BRIEF ::
Scan the material below for "service", then return each line that contains it.
******************************
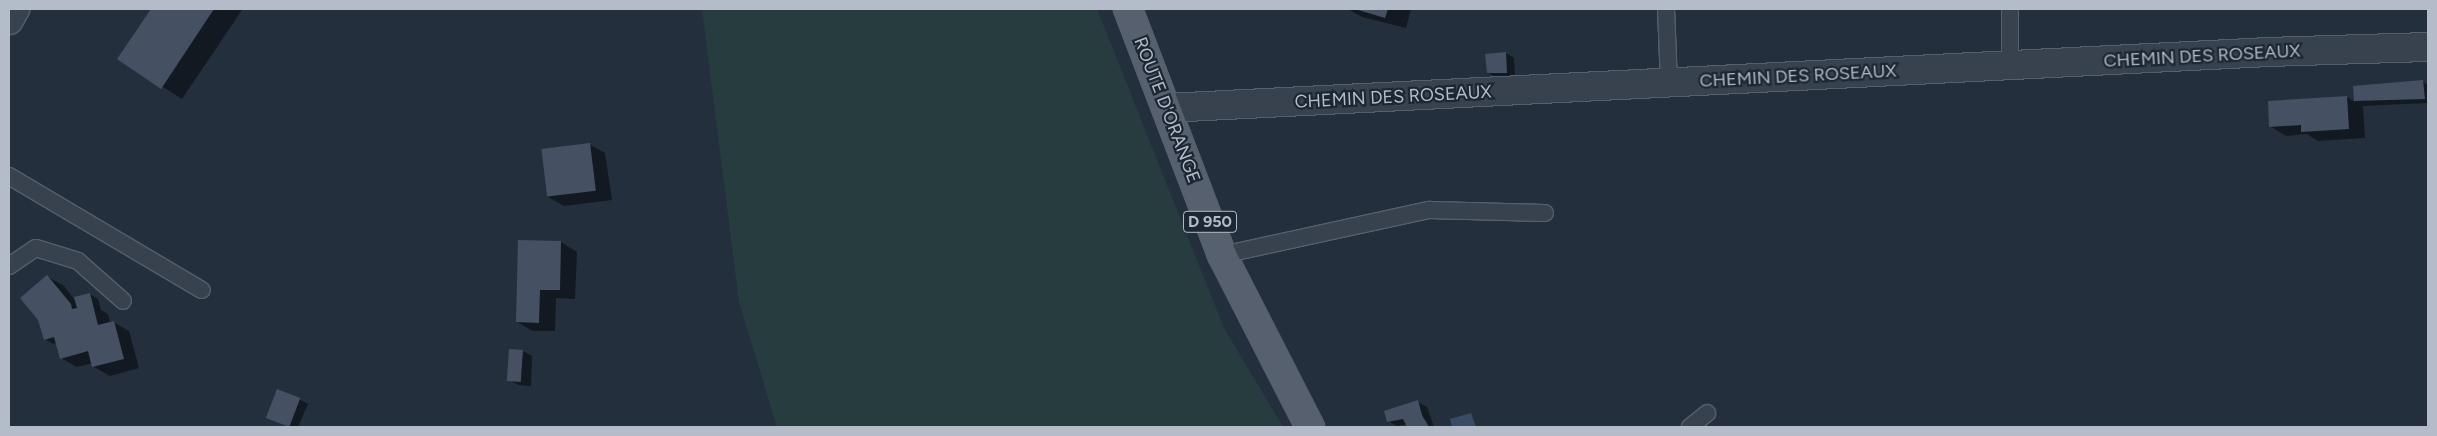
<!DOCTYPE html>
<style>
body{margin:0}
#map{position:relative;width:2437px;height:436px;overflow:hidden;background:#242f3e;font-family:Figtree,sans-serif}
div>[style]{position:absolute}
.green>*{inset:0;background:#263c3f}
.water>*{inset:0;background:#394c67}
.shadow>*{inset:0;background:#0007}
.building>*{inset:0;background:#455162;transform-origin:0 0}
.roads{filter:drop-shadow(1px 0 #565f6c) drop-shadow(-1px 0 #565f6c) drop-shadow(0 1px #565f6c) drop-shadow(0 -1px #565f6c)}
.service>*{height:16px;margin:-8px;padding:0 8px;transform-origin:8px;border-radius:8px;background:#38414e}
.minor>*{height:28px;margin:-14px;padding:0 14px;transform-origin:14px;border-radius:14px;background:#38414e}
.primary>*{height:28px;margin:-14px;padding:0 14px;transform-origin:14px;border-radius:14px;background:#56606e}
span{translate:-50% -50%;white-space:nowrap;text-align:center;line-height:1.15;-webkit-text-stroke:4.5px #1d2633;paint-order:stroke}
.shield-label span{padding:1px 4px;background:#1d2633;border:1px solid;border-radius:4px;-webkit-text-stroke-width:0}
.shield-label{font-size:16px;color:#b4bcc9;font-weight:700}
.street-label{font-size:18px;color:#b4bcc9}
.frame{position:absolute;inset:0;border:10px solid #b4bcc9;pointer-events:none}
</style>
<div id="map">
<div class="green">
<div style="clip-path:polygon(702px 9px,1097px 9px,1224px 328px,1283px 427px,777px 427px,739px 302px)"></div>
</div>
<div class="water">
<div style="clip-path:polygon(1471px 413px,1476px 427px,1452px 427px,1450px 419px)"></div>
</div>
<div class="shadow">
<div style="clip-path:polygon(152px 9px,242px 10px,182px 99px,119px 59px)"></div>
<div style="clip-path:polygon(1348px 9px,1411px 9px,1406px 28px,1362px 17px)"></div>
<div style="clip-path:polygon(1506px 53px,1514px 58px,1515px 77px,1497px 78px,1488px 73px)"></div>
<div style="clip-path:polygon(2422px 81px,2428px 85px,2428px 103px,2363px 106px,2365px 138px,2318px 141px,2307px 134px,2286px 136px,2270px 126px,2347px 97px,2355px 102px,2354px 87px)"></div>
<div style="clip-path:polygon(589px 144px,605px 153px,612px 200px,564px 206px,548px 197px)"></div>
<div style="clip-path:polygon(561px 242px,577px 252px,575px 299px,556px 298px,555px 331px,533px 331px,517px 322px)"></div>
<div style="clip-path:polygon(48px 277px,64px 286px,77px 303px,90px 294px,98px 299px,101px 310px,108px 314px,110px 323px,113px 322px,129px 331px,139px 368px,110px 376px,94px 367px,93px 363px,77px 367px,61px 358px,57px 343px,53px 344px,45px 339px)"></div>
<div style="clip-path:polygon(523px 351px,532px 356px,531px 386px,518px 385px,510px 380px)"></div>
<div style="clip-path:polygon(299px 399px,308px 404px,298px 427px,289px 427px,266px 417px)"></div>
<div style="clip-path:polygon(1418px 402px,1427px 407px,1434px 427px,1409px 427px,1407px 424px,1397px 426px,1388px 421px)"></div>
</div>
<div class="building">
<div style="clip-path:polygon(151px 9px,214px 9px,161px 89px,117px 59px)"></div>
<div style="clip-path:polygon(1355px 9px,1388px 9px,1385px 18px)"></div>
<div style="clip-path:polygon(1506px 52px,1507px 73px,1487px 73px,1485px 54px)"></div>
<div style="clip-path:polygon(2423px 80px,2425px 99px,2354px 101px,2353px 86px)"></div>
<div style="clip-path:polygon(2347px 96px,2349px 129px,2301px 132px,2301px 125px,2269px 127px,2268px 101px)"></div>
<div style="left:590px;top:143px;width:48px;height:49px;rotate:83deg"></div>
<div style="clip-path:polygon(518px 240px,561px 241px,560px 290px,540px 290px,539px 323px,516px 322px)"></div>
<div style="clip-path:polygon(47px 275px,71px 304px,72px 309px,77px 308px,74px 297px,90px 293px,98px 325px,114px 321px,124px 359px,92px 367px,88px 351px,60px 359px,54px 337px,44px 340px,38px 320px,20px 298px)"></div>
<div style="left:509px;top:349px;width:14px;height:32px;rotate:4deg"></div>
<div style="left:277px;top:389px;width:25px;height:31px;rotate:21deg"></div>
<div style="clip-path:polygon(1418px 400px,1422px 415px,1429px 427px,1407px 427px,1403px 419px,1387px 422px,1384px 411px)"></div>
</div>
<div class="roads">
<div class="service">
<div style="left:1666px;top:9px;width:74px;rotate:87.7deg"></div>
<div style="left:2010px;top:65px;width:56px;rotate:-90deg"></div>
<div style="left:9px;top:176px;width:224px;rotate:30.6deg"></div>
<div style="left:1222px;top:255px;width:212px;rotate:-12.3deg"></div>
<div style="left:1429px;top:210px;width:116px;rotate:1.5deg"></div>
<div style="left:9px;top:266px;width:32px;rotate:-34deg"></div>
<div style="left:36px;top:248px;width:44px;rotate:17.2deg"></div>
<div style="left:78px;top:261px;width:60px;rotate:41.6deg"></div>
<div style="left:1690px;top:427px;width:22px;rotate:-39deg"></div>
</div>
<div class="minor">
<div style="left:9px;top:20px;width:13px;rotate:-61deg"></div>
<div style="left:1167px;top:108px;width:1102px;rotate:-2.91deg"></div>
<div style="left:2268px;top:52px;width:160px;rotate:-1.8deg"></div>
</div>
<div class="primary">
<div style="left:1128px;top:9px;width:263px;rotate:69.1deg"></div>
<div style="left:1222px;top:255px;width:193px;rotate:62.9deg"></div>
</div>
</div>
<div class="shield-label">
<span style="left:1210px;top:222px">D 950</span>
</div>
<div class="street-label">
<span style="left:2202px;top:56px;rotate:-3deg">CHEMIN DES ROSEAUX</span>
<span style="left:1798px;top:76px;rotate:-3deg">CHEMIN DES ROSEAUX</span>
<span style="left:1393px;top:97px;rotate:-3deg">CHEMIN DES ROSEAUX</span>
<span style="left:1167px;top:110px;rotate:69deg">ROUTE D'ORANGE</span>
</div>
<div class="frame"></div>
</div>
******************************
RESPONSE AREA ::
.service>*{height:16px;margin:-8px;padding:0 8px;transform-origin:8px;border-radius:8px;background:#38414e}
<div class="service">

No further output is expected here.